Tobacco use a pre-existing medical condition
D.C. is moving ahead in creating its health exchange—the marketplace for individual and small group insurance plans required under the provisions of President Obama’s health care reform—and the board responsible for it yesterday voted to bar insurers from charging smokers and other tobacco users higher premiums.
Under the Affordable Care Act, insurers are allowed to charge up to 50 percent more in premiums for people who smoke. The decision stems from the reality that smokers face higher health risks, and many insurers across the country can already charge more for those who light up often—currently 46 states and D.C. allow insurers to charge higher premiums for smokers. Many private employers also charge a penalty, according to a story on the dcist website.
But various health policy experts—including organizations that have otherwise sided with the use of government power to stamp out smoking—have warned that the higher premiums could negate the broader goal of the law, which is to provide universal health insurance. Additionally, they say, the higher premiums would fall heavily on low-income residents.
“Tobacco use is a pre-existing medical condition and a central tenet of our health reform efforts is to open the health insurance market to millions of people who have been shut out due to their health,” said Dr. Mohammad Akhter, the chair of the Health Exchange Board and former director of the D.C. Department of Health. “Charging smokers significantly more for health insurance is in direct conflict with our efforts to help people quit smoking.”
According to the exchange board, one in five D.C. residents uses tobacco, and 30 percent of African American residents—who tend to post lower incomes than white residents—are smokers. Additionally, smoking rates are higher among those with lower educations: according to the CDC, close to half of all smokers in D.C. have less than a high school degree.
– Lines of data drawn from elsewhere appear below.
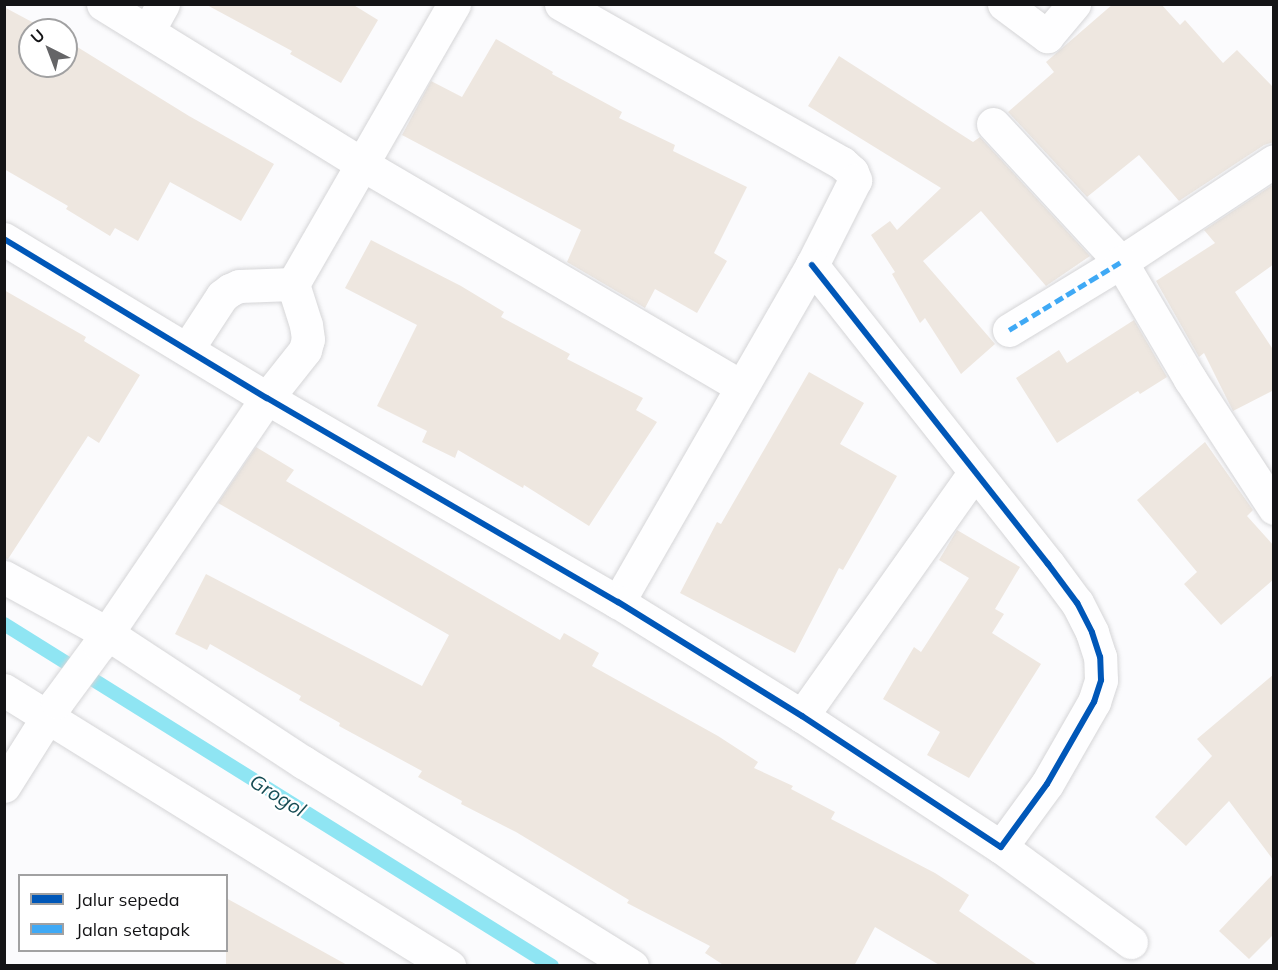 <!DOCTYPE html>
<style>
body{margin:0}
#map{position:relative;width:1278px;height:970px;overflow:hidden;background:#fbfbfd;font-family:Mulish,sans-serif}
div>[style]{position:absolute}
.stream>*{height:14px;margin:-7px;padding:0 7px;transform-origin:7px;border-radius:7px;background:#8fe5f3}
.building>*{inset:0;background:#eee7e0}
.roads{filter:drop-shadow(0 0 2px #d5d5d7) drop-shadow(0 0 2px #d5d5d7)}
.street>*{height:33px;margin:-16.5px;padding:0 16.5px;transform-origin:16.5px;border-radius:16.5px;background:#fefeff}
.quiet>*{height:4.5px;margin-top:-2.25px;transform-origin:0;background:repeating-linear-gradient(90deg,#3fa9f5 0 9px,transparent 0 13.5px)}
.cycleway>*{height:6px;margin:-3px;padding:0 3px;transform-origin:3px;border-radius:3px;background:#0057b8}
span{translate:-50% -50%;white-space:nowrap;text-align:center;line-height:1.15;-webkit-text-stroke:4.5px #fff;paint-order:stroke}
.water-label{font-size:20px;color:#164c54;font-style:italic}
.frame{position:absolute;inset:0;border:6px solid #141416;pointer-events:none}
.legend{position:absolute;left:18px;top:874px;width:210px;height:78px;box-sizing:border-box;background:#fff;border:2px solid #a1a1a2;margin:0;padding:8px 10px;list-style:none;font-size:18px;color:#141416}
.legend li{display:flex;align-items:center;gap:12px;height:30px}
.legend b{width:30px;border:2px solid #a1a1a2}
.north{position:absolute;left:18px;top:18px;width:60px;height:60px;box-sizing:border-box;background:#fff;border:2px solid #a1a1a2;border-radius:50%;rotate:318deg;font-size:16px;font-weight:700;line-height:24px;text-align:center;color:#141416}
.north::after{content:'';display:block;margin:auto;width:21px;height:27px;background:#656567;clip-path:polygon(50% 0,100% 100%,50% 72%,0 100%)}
</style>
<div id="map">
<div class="stream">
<div style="left:4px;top:624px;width:646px;rotate:31.97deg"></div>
</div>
<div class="building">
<div style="clip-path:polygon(205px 4px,352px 4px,378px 20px,341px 83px,290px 54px,292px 51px)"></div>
<div style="clip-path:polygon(1113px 4px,1161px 4px,1180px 25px,1185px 20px,1223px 63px,1237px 50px,1274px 88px,1274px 142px,1264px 145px,1179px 201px,1139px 155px,1087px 197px,1008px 112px,1054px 72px,1046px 62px)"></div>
<div style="clip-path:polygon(4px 7px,47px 30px,30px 30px,30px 66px,66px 66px,66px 40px,189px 116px,274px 164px,241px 221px,170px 182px,138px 241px,115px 228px,110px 236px,66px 209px,68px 206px,4px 169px)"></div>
<div style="clip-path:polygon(496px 39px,553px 72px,552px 74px,622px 112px,619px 118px,675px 145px,673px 151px,747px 187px,714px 253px,727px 261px,697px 313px,655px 289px,645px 308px,567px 262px,581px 230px,402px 135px,431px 81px,462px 97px)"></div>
<div style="clip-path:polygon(839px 56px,973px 142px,980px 137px,1090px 256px,1046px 286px,981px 211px,923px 261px,995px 344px,961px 374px,925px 318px,920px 323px,892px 274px,895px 272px,871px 235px,890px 221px,897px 230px,941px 188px,808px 106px)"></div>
<div style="clip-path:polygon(1274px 184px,1274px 264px,1235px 292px,1274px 351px,1274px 390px,1233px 411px,1204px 353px,1199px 357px,1156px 281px,1215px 243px,1204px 230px)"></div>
<div style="clip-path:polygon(371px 240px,461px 286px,504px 312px,501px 317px,570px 354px,567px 359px,643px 398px,636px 410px,657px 422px,589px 526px,524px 485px,523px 488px,458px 450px,455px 458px,422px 442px,427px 431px,377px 406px,417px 325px,345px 288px)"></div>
<div style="clip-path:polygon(4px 290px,86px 337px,84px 341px,140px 375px,99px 443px,88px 436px,8px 559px,4px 558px)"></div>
<div style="clip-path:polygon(1134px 320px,1167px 377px,1140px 394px,1138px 391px,1057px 443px,1016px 378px,1059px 350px,1067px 363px)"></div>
<div style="clip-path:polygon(809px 372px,864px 403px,840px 444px,897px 476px,843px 570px,839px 568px,795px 653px,680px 593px,717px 522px,721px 524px)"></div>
<div style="clip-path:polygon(1205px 442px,1253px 510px,1247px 516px,1274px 546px,1274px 579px,1221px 625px,1184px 584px,1197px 572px,1137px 500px)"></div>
<div style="clip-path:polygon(256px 447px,294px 470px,286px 481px,560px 640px,564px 633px,599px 653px,592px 666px,718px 736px,758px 762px,754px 768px,793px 786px,791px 789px,835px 812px,831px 819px,935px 873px,969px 895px,959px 911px,1039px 966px,941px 966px,875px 927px,854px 966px,725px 966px,705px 953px,710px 946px,627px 903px,629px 900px,516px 832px,461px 804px,462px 801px,418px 777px,422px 771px,339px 726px,340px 723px,299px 700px,301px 696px,210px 644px,207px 650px,175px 634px,206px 574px,422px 686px,449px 635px,218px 503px)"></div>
<div style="clip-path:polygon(957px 530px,1020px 567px,995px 609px,1004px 614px,992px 633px,1041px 664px,969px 778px,927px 755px,940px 732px,883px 699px,914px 647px,921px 652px,969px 578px,939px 560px)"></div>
<div style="clip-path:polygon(1274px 674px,1274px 861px,1229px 801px,1186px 846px,1155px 817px,1212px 756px,1197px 739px)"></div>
<div style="clip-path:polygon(1274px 873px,1274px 934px,1249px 959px,1219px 931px)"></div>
<div style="clip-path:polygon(226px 898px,349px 966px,226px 966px)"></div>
</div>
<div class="roads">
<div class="street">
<div style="left:103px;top:4px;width:304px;rotate:31.7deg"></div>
<div style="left:362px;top:164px;width:439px;rotate:30.4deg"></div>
<div style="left:561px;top:4px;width:323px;rotate:29.5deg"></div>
<div style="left:842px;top:163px;width:13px;rotate:42deg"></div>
<div style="left:852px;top:172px;width:9px;rotate:69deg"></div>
<div style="left:855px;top:180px;width:95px;rotate:116.8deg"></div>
<div style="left:812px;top:265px;width:389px;rotate:119.9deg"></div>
<div style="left:1004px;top:4px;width:54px;rotate:36.7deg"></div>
<div style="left:1047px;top:36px;width:42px;rotate:-49.8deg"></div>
<div style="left:148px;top:31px;width:31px;rotate:-61deg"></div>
<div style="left:993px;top:124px;width:188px;rotate:47.2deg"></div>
<div style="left:1121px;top:262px;width:183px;rotate:-33.4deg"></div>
<div style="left:4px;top:239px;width:307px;rotate:31.2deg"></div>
<div style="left:267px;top:398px;width:406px;rotate:30.2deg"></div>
<div style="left:618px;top:602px;width:216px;rotate:31.8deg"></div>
<div style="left:802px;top:716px;width:238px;rotate:33.4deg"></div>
<div style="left:1001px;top:847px;width:78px;rotate:-53.9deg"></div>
<div style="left:1047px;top:784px;width:95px;rotate:-60.2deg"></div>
<div style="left:1094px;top:702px;width:23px;rotate:-72deg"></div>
<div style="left:1101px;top:680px;width:23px;rotate:-92deg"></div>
<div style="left:1100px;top:657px;width:26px;rotate:-108deg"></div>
<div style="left:1092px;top:632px;width:33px;rotate:-117deg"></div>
<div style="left:1077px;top:603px;width:49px;rotate:-126.6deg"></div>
<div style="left:1048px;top:564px;width:381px;rotate:-128.3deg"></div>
<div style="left:1009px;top:330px;width:131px;rotate:-31.3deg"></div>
<div style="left:1121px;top:262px;width:136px;rotate:59.5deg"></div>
<div style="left:1190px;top:379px;width:154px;rotate:56.9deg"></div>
<div style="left:188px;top:348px;width:62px;rotate:-56.8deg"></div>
<div style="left:222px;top:296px;width:10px;rotate:-37deg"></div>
<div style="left:230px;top:290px;width:10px;rotate:-24deg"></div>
<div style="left:239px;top:286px;width:54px;rotate:-2.1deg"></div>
<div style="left:293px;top:284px;width:323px;rotate:-60.1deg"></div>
<div style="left:4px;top:577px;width:115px;rotate:28.6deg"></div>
<div style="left:105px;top:632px;width:237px;rotate:33.3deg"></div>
<div style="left:303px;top:762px;width:387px;rotate:31.8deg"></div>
<div style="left:4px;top:690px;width:524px;rotate:31.81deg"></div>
<div style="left:802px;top:716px;width:298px;rotate:-54.7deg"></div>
<div style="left:4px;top:786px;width:99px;rotate:-57.8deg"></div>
<div style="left:57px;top:702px;width:71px;rotate:-53.6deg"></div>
<div style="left:99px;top:645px;width:299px;rotate:-55.8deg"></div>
<div style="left:267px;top:398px;width:61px;rotate:-51.6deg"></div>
<div style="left:305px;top:350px;width:11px;rotate:-75deg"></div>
<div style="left:308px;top:339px;width:14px;rotate:-98deg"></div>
<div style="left:306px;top:325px;width:43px;rotate:-107.6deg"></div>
<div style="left:1001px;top:847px;width:161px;rotate:36.2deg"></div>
</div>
</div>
<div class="quiet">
<div style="left:1009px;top:330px;width:131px;rotate:-31.3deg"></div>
</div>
<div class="cycleway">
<div style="left:4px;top:239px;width:307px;rotate:31.2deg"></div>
<div style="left:267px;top:398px;width:406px;rotate:30.2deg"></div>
<div style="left:618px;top:602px;width:216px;rotate:31.8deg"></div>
<div style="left:802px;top:716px;width:238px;rotate:33.4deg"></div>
<div style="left:1001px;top:847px;width:78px;rotate:-53.9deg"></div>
<div style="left:1047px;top:784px;width:95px;rotate:-60.2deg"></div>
<div style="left:1094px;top:702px;width:23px;rotate:-72deg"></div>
<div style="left:1101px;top:680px;width:23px;rotate:-92deg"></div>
<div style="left:1100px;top:657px;width:26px;rotate:-108deg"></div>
<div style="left:1092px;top:632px;width:33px;rotate:-117deg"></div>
<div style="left:1077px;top:603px;width:49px;rotate:-126.6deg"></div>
<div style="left:1048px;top:564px;width:381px;rotate:-128.3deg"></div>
</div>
<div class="water-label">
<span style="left:278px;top:795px;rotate:32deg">Grogol</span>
</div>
<div class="frame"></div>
<ul class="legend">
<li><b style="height:8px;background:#0057b8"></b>Jalur sepeda</li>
<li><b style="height:8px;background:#3fa9f5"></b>Jalan setapak</li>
</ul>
<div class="north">U</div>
</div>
At its meeting on March 27, the board’s Standing Advisory Committee recommended doing away with the penalty. It’s decision was motivated in part by advocacy by the American Cancer Society, which said in a handout: “Charging smokers more for health insurance is an unproven way to address tobacco use when we have decades of success in several thoroughly tested, evidenced based ways to improve public health through raising the price of tobacco products, creating smoke-free venues and implementing tobacco use prevention and cessation programs.” Two of three insurance companies present at the meeting said they would have imposed the penalty.
Still, the move might fly in the face of what many non-smokers believe is wise. According to an October 2011 poll by Thomson Reuters, 58.5 percent of respondents say that smokers should have to pay more for health insurance. The percentage was obviously higher among non-smokers, but even 32 percent of smokers agreed that they should pay some sort of penalty for their habit.
California and Connecticut have similarly moved to eliminate the penalty for smokers in health exchanges, while Colorado and Alaska have kept it.